Bagikan:

JAKARTA - Konflik di Sudan memasuki hari ke-100 pada Hari Minggu, saat upaya mediasi oleh kekuatan-kekuatan regional dan internasional gagal menemukan jalan keluar dari konflik yang semakin sulit dipecahkan.

Pertempuran pecah pada tanggal 15 April ketika militer Sudan dan paramiliter Rapid Support Forces (RSF) bersaing memperebutkan kekuasaan. Sejak saat itu, lebih dari 3 juta orang telah mengungsi, termasuk lebih dari 700.000 orang yang mengungsi ke negara-negara tetangga.

Sekitar 1.136 orang telah terbunuh, menurut kementerian kesehatan, meskipun para pejabat percaya bahwa jumlahnya lebih tinggi.

Baik tentara maupun RSF tidak dapat mengklaim kemenangan, dengan dominasi RSF di darat di ibu kota Khartoum, yang tidak sebanding dengan kekuatan udara dan artileri tentara.

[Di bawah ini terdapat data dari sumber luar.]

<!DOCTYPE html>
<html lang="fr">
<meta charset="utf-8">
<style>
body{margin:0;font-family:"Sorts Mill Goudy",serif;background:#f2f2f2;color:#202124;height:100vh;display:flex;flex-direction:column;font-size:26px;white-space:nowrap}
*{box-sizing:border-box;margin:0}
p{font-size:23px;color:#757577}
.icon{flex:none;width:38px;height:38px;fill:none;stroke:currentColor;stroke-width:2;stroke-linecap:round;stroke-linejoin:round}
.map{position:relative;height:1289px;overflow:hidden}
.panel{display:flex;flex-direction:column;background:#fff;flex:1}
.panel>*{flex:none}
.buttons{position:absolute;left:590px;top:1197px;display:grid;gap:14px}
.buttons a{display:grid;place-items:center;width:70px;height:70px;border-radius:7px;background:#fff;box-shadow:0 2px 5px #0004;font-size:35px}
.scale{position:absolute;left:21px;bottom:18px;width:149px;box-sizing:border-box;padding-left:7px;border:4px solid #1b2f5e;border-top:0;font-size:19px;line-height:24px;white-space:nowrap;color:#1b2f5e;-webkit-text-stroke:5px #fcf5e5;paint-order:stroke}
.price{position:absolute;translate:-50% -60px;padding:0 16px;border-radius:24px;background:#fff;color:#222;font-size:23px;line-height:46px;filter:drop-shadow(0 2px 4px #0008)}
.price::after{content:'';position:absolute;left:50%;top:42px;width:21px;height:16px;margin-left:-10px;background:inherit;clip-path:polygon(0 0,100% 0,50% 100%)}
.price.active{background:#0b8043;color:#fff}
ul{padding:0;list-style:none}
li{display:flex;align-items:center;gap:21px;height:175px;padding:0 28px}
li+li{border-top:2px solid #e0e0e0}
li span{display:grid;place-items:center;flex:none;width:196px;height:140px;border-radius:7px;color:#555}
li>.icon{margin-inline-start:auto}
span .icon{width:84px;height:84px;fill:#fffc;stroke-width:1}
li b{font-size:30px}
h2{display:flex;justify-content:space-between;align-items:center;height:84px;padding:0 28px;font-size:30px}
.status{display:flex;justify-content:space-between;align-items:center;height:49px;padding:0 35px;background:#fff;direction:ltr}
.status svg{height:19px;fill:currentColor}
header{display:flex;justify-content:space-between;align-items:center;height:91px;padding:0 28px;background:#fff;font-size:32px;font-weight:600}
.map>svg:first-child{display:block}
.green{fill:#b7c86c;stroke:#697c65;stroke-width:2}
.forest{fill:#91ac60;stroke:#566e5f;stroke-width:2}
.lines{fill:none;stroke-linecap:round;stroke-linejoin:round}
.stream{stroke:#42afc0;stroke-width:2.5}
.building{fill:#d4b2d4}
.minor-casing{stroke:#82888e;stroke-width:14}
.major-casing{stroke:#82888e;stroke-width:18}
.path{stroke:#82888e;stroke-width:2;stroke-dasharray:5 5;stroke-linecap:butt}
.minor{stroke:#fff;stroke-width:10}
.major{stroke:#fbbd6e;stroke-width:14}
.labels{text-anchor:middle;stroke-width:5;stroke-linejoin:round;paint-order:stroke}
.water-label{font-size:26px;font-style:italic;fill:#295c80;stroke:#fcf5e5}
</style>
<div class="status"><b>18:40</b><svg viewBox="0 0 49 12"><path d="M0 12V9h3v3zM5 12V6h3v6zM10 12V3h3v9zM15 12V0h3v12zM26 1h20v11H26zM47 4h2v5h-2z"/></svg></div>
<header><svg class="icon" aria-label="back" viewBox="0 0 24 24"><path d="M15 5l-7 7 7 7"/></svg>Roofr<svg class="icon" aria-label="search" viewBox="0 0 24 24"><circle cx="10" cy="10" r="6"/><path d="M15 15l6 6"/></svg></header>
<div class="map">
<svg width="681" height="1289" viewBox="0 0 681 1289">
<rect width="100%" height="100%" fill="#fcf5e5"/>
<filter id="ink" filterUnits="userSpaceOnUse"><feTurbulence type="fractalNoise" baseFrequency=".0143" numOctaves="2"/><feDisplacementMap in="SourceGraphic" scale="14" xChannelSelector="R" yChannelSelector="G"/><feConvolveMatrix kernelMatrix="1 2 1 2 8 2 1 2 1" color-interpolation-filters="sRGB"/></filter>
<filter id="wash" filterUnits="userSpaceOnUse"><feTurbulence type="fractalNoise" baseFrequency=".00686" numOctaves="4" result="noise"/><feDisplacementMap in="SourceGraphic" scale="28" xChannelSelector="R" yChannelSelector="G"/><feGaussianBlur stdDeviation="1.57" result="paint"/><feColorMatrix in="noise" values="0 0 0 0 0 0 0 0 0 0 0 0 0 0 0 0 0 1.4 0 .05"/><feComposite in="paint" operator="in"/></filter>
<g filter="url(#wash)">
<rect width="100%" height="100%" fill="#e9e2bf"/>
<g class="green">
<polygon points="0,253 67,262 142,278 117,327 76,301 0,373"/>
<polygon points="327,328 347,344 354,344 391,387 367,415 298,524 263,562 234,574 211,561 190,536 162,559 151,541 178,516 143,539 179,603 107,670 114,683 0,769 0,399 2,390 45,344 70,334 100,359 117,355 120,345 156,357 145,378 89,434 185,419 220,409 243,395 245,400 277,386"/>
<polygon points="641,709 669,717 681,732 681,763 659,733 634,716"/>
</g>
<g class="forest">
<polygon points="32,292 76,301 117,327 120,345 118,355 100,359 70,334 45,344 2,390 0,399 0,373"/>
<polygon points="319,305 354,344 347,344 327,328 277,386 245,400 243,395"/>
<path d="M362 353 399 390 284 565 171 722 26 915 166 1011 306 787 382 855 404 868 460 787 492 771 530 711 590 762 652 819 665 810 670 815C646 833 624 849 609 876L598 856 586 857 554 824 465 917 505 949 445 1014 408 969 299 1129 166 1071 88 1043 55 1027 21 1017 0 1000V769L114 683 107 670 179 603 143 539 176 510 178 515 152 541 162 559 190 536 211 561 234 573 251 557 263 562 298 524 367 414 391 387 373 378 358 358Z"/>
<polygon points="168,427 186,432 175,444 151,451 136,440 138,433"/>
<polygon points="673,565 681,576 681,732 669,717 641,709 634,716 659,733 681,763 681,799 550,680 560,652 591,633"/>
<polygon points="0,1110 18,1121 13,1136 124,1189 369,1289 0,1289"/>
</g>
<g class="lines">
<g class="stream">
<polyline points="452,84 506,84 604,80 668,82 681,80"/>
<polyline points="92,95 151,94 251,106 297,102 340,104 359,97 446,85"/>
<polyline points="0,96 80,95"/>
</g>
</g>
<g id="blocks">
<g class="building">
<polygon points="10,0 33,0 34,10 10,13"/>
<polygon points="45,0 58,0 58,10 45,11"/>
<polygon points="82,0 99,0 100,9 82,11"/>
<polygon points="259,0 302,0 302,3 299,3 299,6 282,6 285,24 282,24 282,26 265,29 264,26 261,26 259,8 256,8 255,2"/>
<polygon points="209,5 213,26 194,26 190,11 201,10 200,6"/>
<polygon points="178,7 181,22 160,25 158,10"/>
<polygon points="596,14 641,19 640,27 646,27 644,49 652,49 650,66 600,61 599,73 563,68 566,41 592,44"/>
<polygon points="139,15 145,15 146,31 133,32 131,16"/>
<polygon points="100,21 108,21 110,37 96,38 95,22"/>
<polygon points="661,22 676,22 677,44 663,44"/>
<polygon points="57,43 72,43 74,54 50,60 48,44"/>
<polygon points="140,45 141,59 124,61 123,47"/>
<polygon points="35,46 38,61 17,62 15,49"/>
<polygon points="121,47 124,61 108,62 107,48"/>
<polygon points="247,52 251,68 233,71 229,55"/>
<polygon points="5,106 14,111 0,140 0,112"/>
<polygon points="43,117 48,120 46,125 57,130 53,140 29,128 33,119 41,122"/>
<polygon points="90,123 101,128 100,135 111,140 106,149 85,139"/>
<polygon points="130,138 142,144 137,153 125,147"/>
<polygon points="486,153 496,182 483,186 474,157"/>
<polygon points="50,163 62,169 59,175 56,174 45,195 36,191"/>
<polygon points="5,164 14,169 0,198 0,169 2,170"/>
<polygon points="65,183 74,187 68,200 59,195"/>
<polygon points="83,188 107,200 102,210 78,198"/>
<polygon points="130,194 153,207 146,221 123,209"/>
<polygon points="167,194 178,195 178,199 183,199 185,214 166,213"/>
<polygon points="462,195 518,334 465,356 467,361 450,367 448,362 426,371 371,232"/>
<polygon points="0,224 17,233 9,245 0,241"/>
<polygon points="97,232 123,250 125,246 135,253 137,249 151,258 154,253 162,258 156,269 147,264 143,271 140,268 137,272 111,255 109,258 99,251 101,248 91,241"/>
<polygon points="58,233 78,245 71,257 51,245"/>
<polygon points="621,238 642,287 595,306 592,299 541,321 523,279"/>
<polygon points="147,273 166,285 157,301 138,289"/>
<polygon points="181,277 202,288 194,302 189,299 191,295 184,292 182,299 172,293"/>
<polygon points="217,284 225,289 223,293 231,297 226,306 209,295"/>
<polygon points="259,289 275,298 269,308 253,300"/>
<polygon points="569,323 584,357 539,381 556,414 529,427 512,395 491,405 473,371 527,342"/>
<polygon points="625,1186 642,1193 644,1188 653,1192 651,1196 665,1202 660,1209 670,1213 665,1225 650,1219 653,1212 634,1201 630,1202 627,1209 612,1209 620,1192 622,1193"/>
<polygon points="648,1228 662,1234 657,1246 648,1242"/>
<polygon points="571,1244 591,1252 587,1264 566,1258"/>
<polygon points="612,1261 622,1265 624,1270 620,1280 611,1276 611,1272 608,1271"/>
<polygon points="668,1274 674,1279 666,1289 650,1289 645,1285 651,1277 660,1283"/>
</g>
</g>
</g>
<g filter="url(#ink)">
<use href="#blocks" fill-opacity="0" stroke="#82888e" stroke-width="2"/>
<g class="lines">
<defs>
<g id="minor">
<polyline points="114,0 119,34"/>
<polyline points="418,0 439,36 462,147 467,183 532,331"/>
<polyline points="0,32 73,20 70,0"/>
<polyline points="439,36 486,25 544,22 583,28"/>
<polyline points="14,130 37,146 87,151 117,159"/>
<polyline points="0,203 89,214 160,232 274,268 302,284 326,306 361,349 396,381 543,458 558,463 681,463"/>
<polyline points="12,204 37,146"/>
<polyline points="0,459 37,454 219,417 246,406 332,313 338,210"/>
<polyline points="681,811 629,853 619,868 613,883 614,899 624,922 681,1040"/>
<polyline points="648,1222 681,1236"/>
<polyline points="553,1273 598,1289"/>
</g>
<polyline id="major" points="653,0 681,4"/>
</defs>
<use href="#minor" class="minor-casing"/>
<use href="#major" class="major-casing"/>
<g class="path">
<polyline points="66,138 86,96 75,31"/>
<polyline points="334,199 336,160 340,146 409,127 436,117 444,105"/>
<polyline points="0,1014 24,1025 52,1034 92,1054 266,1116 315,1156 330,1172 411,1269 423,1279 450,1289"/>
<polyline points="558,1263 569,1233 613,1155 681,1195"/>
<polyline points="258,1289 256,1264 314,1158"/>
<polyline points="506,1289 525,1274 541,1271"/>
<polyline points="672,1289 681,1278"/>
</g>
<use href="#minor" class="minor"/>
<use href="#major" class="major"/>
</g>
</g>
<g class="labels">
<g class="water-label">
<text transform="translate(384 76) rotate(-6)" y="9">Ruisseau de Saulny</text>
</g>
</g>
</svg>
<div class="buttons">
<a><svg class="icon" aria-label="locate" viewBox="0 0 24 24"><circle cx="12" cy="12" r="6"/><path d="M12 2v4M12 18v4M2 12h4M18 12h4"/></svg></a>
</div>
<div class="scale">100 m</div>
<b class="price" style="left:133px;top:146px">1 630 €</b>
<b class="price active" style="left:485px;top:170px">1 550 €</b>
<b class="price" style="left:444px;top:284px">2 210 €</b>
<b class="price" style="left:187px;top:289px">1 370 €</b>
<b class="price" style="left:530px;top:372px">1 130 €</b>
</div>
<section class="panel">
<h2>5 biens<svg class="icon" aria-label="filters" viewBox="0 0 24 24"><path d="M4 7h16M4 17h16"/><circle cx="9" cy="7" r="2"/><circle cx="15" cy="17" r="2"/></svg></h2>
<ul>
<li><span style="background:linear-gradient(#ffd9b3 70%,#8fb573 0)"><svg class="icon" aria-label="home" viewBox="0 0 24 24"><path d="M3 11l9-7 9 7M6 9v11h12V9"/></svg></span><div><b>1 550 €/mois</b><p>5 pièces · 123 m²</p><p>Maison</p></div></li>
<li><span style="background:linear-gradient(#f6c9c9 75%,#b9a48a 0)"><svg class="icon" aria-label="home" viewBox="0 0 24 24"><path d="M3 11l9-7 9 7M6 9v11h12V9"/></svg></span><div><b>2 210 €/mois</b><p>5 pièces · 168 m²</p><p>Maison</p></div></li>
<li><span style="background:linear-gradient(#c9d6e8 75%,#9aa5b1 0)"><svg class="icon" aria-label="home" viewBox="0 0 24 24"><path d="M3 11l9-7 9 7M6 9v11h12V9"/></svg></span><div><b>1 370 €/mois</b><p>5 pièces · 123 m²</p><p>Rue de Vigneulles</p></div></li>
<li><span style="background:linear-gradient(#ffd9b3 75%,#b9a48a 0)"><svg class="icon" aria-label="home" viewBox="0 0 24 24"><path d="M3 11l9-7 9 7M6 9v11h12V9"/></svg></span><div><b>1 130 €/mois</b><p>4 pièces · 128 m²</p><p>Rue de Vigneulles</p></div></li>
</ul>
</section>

Infrastruktur dan pemerintahan di ibu kota telah hancur berantakan, sementara pertempuran telah menyebar ke arah barat, terutama ke wilayah Darfur yang rapuh, serta ke arah selatan, di mana kelompok pemberontak SPLM-N telah mencoba untuk mendapatkan wilayah.

Selama akhir pekan, RSF bergerak ke desa-desa di Negara Bagian Gezira, tepat di selatan Khartoum, di mana tentara melakukan serangan udara terhadap mereka, menurut para saksi mata.

Di Nyala, salah satu kota terbesar di negara itu dan ibukota Darfur Selatan, bentrokan terus berlanjut sejak hari Kamis di daerah pemukiman, menurut para saksi mata. Sedikitnya 20 orang telah tewas, kata sumber-sumber medis. Sedangkan PBB mengatakan 5.000 keluarga telah mengungsi, dan penduduk melaporkan adanya penjarahan terhadap fasilitas-fasilitas utama.

"Peluru-peluru beterbangan ke rumah-rumah. Kami ketakutan dan tidak ada yang melindungi kami," kata Salah Abdallah, melansir Reuters 24 Juli.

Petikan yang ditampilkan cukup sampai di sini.